Splunk at Autodesk
Enhanced Insight Leads to Fast ROI, Better Service
The Business
Every Oscar®-winning movie for Best Visual Effects for the past 15 years was created with the help of Autodesk software. Media and entertainment software is just one segment of the Autodesk product portfolio. The San Rafael, Calif., firm, through its 1,900 global resellers, also serves the architecture, engineering, construction, automotive, manufacturing and government markets. Autodesk's 6,800 employees are dedicated to meeting the needs of more than 10 million customers in 185 countries. Splunk is helping Autodesk's IT and business users to solve infrastructure challenges faster and more effectively--and to deliver better customer service as a result.
Challenges
For nearly 30 years, Autodesk has been a pioneer in software development as well as an active acquirer of promising new technology with more than two dozen acquisitions to its credit. In 2005, the strategic decision was made to outsource the management of its IT infrastructure to managed service providers (MSPs). While outsourcing achieved many goals it also introduced new challenges for the firm.
The continued strong growth, new product development and the intake and integration of acquired products and operations placed tremendous pressure on the Autodesk Enterprise Information Services (EIS) group. They needed to find new ways to improve visibility across the enterprise and siloed technology stacks, monitor service level agreement (SLA) performance and accelerate error ID and resolution.
Enter Splunk
Autodesk system architect Steve Litras discovered Splunk in 2007. His group manages development and QA for key landscapes, including SAP, Siebel, TIBCO and Java applications. The team needed a way to find, correlate and resolve errors occurring across more than a 1,000 Windows/Linux/Solaris servers; increase visibility into MSPs; support a "next generation" MSP data center; and accelerate security incident investigation and resolution. Today, Splunk is used regularly by 35 Autodesk EIS power users and 15 business-unit users.
Operations Management
Splunk is playing a key role in enabling Autodesk to create a single view across its critical applications, including ERP, CRM and Web services. Splunk has become the tool that is allowing the firm to crack the MSP black box and measure critical metrics and SLA performance. Splunk is helping Autodesk to create a closer partnership with its MSPs, including file change monitoring, automatic ticket generation and SLA-impacting events.
Security and Compliance
Sensitive private information contained in some logs poses a security and compliance challenge. Splunk helps the EIS security team find and resolve security issues in a fraction of the time. What once took weeks or months can now be resolved in a day or less using Splunk generated views and dashboards.
Breakthroughs
Many Autodesk business users benefit from Splunk via pre-written applications created by the EIS team. Autodesk marketing groups use a Splunk application to track the progress of email campaigns, targeting current and prospective users. A typical campaign may involve 200,000 or more emails. Before Splunk, an admin would spend half a day or more manually sifting through data and correlating information, followed by a detailed analysis that took up to a week. A Splunk email application now gives the marketing groups real-time information on their campaigns, enabling them to evaluate click-through rates, and determine the source of errors such as incorrect addresses and server throttling issues.

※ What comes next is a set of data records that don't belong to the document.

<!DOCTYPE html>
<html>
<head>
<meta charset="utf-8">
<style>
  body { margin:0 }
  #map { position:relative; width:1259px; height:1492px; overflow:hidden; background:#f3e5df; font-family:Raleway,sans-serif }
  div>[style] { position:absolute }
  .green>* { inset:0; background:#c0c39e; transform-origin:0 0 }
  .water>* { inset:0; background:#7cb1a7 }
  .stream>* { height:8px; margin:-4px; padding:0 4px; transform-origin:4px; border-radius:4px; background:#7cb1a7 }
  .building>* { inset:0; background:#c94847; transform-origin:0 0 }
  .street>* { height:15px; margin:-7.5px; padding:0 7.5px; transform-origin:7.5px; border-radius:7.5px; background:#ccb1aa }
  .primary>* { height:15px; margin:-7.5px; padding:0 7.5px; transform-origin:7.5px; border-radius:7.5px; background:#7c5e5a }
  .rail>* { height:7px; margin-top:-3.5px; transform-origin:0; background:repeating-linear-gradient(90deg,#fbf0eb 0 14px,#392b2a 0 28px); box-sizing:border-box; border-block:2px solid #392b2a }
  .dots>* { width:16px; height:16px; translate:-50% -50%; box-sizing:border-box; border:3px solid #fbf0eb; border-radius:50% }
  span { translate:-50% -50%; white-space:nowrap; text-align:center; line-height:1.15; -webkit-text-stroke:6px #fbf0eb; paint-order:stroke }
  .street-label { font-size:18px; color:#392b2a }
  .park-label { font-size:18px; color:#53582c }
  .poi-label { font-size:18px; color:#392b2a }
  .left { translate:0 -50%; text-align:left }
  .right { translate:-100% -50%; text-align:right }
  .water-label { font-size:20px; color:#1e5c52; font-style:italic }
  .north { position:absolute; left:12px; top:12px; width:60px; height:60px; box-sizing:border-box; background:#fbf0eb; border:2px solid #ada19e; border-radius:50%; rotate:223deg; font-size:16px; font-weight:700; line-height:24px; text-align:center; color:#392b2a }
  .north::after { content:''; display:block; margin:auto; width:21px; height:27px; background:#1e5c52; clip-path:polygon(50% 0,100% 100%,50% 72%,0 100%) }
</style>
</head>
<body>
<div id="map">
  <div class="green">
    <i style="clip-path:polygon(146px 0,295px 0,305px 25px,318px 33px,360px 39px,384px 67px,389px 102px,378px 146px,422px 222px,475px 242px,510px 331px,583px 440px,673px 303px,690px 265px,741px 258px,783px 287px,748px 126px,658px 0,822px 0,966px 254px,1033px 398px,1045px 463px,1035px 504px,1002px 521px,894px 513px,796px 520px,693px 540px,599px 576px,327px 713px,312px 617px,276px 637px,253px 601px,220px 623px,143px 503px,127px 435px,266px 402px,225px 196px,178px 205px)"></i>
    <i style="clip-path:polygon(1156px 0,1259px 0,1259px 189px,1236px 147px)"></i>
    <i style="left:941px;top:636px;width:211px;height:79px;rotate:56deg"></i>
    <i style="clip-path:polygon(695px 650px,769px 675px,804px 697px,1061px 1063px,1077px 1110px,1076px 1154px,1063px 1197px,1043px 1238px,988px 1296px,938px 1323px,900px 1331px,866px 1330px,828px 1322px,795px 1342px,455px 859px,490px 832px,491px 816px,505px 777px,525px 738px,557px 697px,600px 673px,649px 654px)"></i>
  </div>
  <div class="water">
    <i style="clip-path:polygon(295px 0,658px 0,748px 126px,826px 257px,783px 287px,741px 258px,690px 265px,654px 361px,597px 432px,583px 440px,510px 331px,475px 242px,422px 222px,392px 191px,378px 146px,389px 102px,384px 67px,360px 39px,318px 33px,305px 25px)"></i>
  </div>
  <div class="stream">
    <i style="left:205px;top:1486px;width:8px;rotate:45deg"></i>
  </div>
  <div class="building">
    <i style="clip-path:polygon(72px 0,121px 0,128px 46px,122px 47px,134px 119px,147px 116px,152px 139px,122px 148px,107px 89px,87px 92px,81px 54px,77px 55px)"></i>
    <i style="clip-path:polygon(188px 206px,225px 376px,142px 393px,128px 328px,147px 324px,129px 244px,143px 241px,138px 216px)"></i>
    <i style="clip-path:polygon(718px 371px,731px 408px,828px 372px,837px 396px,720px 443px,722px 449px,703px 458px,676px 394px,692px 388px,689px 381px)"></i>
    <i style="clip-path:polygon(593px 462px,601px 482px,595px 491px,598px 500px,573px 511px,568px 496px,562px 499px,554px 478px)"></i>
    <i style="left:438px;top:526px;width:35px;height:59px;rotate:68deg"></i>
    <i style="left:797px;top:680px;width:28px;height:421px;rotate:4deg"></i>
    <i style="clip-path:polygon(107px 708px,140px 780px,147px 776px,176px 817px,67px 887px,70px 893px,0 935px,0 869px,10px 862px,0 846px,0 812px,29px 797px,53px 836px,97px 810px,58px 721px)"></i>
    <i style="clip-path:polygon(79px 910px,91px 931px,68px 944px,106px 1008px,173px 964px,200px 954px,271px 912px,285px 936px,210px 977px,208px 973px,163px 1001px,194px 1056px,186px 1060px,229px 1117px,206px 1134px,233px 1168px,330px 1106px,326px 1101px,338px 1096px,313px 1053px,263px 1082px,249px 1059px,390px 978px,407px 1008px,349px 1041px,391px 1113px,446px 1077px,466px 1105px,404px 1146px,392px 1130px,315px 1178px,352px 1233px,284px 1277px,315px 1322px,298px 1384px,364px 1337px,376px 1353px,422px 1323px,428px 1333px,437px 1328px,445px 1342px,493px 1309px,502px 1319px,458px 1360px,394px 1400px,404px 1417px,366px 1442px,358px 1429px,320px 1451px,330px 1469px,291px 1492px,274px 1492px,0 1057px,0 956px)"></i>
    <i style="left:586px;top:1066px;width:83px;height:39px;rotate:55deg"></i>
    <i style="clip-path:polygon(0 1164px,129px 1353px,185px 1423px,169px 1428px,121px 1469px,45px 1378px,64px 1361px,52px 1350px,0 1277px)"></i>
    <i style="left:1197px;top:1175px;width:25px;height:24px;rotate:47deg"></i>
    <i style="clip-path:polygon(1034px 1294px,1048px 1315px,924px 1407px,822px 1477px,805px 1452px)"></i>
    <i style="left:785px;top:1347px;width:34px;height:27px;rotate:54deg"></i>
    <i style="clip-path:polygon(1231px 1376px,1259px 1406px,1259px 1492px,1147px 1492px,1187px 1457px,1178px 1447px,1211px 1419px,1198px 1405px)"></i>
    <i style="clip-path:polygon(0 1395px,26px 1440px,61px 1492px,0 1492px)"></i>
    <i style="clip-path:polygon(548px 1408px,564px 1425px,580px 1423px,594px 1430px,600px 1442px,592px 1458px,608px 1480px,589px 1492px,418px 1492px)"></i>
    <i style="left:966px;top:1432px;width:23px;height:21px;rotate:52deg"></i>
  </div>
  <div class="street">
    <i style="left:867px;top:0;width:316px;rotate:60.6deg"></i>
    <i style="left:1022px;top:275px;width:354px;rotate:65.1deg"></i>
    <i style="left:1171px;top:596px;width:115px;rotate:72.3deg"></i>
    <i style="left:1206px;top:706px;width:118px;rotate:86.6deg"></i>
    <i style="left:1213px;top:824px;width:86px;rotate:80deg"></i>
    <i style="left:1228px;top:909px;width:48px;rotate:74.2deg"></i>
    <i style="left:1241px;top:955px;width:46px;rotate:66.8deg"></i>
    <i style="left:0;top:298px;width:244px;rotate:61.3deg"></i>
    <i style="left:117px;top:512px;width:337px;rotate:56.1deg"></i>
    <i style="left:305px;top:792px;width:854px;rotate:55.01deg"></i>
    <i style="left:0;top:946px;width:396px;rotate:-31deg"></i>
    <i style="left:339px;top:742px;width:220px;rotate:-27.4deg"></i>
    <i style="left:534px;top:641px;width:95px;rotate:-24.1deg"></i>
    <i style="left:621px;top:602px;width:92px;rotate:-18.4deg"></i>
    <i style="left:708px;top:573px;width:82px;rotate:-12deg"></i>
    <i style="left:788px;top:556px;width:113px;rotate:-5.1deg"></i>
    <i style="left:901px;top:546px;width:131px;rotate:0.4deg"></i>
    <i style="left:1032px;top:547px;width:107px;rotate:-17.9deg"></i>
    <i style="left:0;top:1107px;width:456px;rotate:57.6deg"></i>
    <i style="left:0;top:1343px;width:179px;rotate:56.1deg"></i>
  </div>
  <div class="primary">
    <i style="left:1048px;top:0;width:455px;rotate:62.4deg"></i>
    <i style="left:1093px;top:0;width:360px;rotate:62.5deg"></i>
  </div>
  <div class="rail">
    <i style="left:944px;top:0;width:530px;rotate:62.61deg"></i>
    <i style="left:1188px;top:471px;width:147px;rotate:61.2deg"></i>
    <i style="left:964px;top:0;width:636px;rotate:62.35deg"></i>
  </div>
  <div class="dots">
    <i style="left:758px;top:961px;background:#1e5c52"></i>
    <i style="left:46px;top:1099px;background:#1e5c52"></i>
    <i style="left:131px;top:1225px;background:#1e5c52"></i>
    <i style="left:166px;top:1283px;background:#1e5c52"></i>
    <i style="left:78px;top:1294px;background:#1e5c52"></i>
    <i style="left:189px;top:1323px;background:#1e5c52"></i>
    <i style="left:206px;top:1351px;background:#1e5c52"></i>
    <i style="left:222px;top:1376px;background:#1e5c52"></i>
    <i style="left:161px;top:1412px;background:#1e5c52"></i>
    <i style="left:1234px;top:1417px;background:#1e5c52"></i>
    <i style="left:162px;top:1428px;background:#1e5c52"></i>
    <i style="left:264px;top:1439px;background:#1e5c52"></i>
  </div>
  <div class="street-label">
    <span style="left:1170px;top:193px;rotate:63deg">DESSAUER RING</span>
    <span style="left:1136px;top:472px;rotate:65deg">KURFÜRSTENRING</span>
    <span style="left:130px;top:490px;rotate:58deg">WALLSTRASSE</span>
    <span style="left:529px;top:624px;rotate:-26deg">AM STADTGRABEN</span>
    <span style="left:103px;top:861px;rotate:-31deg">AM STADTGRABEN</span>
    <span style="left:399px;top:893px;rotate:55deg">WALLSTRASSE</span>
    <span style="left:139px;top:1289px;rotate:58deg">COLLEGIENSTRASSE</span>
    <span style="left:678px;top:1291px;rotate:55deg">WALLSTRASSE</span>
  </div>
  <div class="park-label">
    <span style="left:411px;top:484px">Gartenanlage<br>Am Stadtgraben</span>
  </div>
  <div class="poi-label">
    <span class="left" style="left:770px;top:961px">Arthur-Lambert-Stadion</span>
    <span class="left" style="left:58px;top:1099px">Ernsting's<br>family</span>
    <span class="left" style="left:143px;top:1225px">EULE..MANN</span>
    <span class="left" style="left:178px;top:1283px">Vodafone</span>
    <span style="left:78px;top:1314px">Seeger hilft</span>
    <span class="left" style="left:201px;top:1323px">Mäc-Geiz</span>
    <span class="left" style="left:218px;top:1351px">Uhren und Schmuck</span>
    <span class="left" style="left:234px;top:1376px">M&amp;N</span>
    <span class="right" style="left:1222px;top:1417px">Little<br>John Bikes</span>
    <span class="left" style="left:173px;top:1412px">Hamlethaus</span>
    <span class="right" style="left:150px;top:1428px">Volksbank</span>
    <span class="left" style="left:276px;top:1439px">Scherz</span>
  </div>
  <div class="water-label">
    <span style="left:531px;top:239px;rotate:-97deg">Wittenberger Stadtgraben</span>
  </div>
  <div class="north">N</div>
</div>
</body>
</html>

Security issues have been a key driver for Splunk expansion at Autodesk. The EIS group has used Splunk to cut its mean time to isolate (MTTI) and mean time to resolve/restore (MTTR) by up to 80% using Weblog and traffic log data to solve a variety of security mysteries. Autodesk is extending the success it has had with Splunk even deeper into its security infrastructure with the implementation of Splunk Enterprise Security Suite (ESS). The firm will use ESS to further correlate system performance information with security data. The Autodesk security team has long been deterred by the cost and complexity of other SEM systems. With Splunk already in use, it was just a matter of repurposing information the firm was already collecting.
The EIS team uses Splunk and XML accelerator syslogs to report on transaction latency impacting customer and partner access. Customer service representatives now use Splunk dashboards to diagnose problems with the firm's single sign-on system, which is based on WebSphere and Tivoli Access and Identity Manager. Splunk enables the firm to monitor login failures and proactively reach out to customers, thereby heading off the "bad experience curve," according Litras.
Litras estimates that it took just six months for Splunk to pay for itself. Autodesk's Splunk ROI can be attributed to many factors, including the time savings to identify, isolate and resolve a wide range of infrastructure challenges; the positive impact on customer service; downtime reduction; and enhanced visibility into MSP services.